Sunday, April 26, 2009

Concerts and Writing

Hey people of the world. I hope you all are well. I am working on my shorts today. Also, I plan to work on some poems and uploading/revamping my website valerielongwriting.com. I haven’t been able to work on it in so long, so today I am going to get some new stuff up there and make sure that its running again. I will probably post some poetry up here as well. Wednesday night I went to Cold War Kids. The show was really great. It started with Crystal Antlers, a band from California that reminded me oddly of some Mars Volta with an emo twist. I’m not really sure why though….They were good nonetheless and had great on stage presence. They had a lot of instrumental breaks so I enjoyed that greatly. Then Cold War Kids came on and stole the night like I knew they would. They are all so energetic its tiring just to watch them play! Speaking of concerts, I am going to Lollapalooza in August and am beyond excited. I have been planning and researching places to stay, planes, trains, automobiles
:) its going to be a short but joyous vacation and I get to see Animal Collective, Tool, Decemberists, Coheed and Cambria, Builders and Butchers, Jane’s Addiction, Cold War Kids and more for a multiple time and Depeche Mode, Bat for Lashes, Ben Harper, Atmosphere and so many more for the first time. Plus, I get to visit Chicago :) Aw, so many things, so little time and money for that fact but where there’s a will there’s a way. Anyway I better get back to cleaning my house, doing my laundry and putting pretty words on computer paper.

Sunday, April 19, 2009

"How Hemingway Went" (Short,Short Story)

Here's a story for you all. It probably has A LOT of editing and spelling issues but enj0y!

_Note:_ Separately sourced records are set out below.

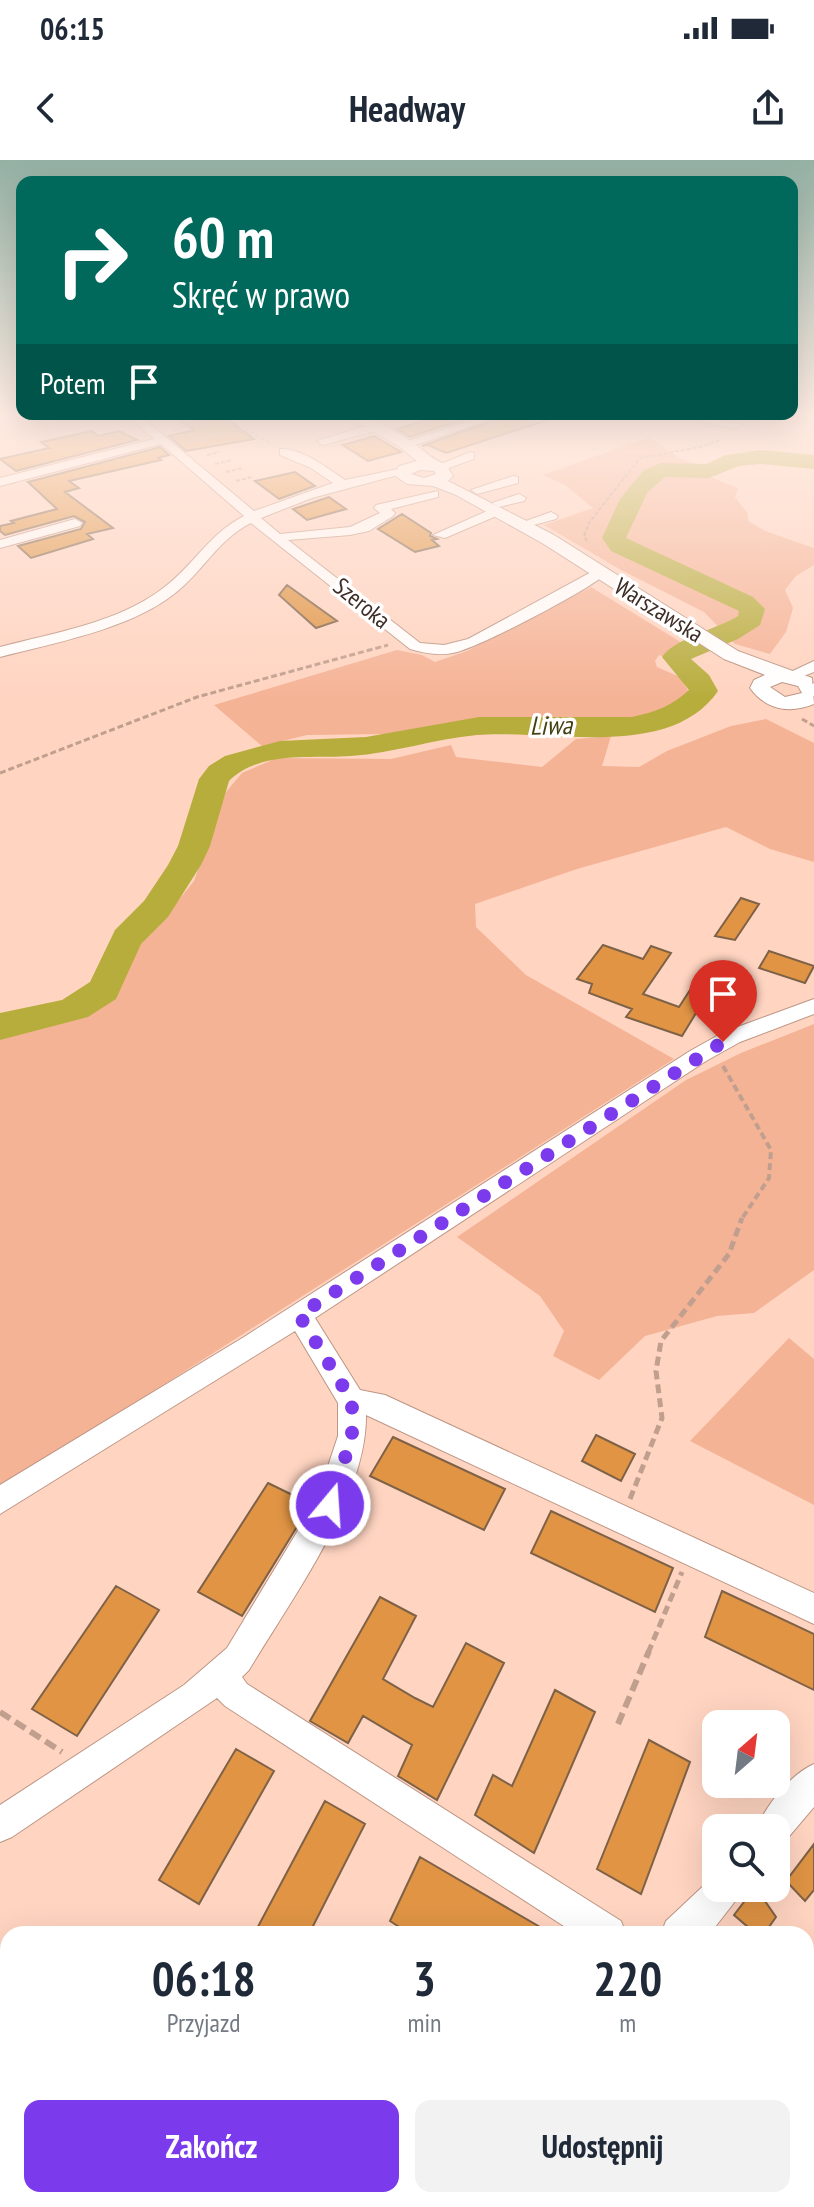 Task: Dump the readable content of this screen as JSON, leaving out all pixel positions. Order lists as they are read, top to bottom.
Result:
{
  "streets": {
    "main road": ["Warszawska"],
    "street": ["Szeroka"]
  },
  "water": ["Liwa"],
  "north": "top right",
  "page": {
    "status": "06:15",
    "header": "Headway",
    "turn": ["60 m", "Skręć w prawo"],
    "then": "Potem",
    "eta": [
      "06:18",
      "Przyjazd",
      "3",
      "min",
      "220",
      "m"
    ],
    "buttons": ["Zakończ", "Udostępnij"]
  }
}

Today I thought I’d clean the bathroom like I’d promised to for weeks but instead I sat and stared at the rain from the broken go-cart in the living room. Its contents thrown about like black oiled fish guts. The slap-tap of the water bouncing off the pavement. My legs don’t work. The scum on the sink spreading but I’m waiting for your car in the driveway in a gold knitted hat, in a go cart, in the living room.
“For heaven’s sake, Toby, get in this kitchen and clean off these dishes! I’m tired of this filth you cause in this house.”
She always seemed to forget it was her filth that made the house smell so wretched and her dishes that piled up even though she never seemed to eat. I walked into the den where she had laid the night before, barefoot, ragged, sunken in and drunk. Her sterling rose colored lipstick was smeared to one side and she was humming an unrecognizable tune when I caught her eye.
“It’s about time Toby, Jesus you move like a cripple and what in the world is wrong with your face?”
I automatically look down, ashamed of the plainness of my looks. Mattie is an extravagant type of lady. The kind who wears expensive clothes and drinks high prices wine for everyday leisure, the type of lady who makes big hand gestures when she talks and small giggles when the rarity of embarrassment happens. She was a woman who wasn’t easily satisfied.
“It’s almost two o’clock, Toby, what have you done all day?”
I continued not to say a word and walked on through the swinging door into the kitchen. There was vomit in the sink. “My goodness, Mattie, What is it with you? Can you go one night? One night without drinking yourself senseless?” My screaming at her seemed to be a kind of ritual, our types of ‘hello’ to each other. It was my way of making her feel bad enough to just leave me alone, go into her room or the cellar and drink while I stayed upstairs painting or writing letters to him that I would never send.
“Don’t you raise your voice at me, Toby Madeline. I’m in charge here.” She half moaned half screeched while holding on to the golden handle bar on the breakfast nook.
“Grow up Mattie. Get a job and stop living off your dead husband’s inheritance. Do something with yourself.” I snarled at her knowing this statement hurt her to hear just as much as it stung me to say it. I walked out the front door forgetting about the rain and continued walking till I saw the bus nearing the stop just up ahead. I jogged to the stop right as the bus got there. Opening the door was a tall older man with a five o’clock shadow. His eyes were deep set and tired, his mouth slightly bent in a smile as he nodded his head towards me. “Looks like you should had an umbrella, girl.” At this he gave me a toothy grin and everyone watched as my shoes squeaked against the bus floor. The dark woman with the curly haired infant watched me intently looking down when I had finally caught her eye. The older handicapped man in the corner looked disgusted with my appearance and turned away disapproving, "damn kids,” he muttered and shifted in his wheel chair. I walked to the back part of the bus. My cap had developed a constant drip onto my shoulder. The bus had started up again and I jolted in my seat sliding into the pole next to me. I began to play with the strands on my chocolate powder brown sweater holding back the tears of anger and frustration.
“I like your hat.” A small pink cheeked child who had gotten on the bus with a stout elderly woman had said. He hopped on the seat and poked his fingers through my hat hole.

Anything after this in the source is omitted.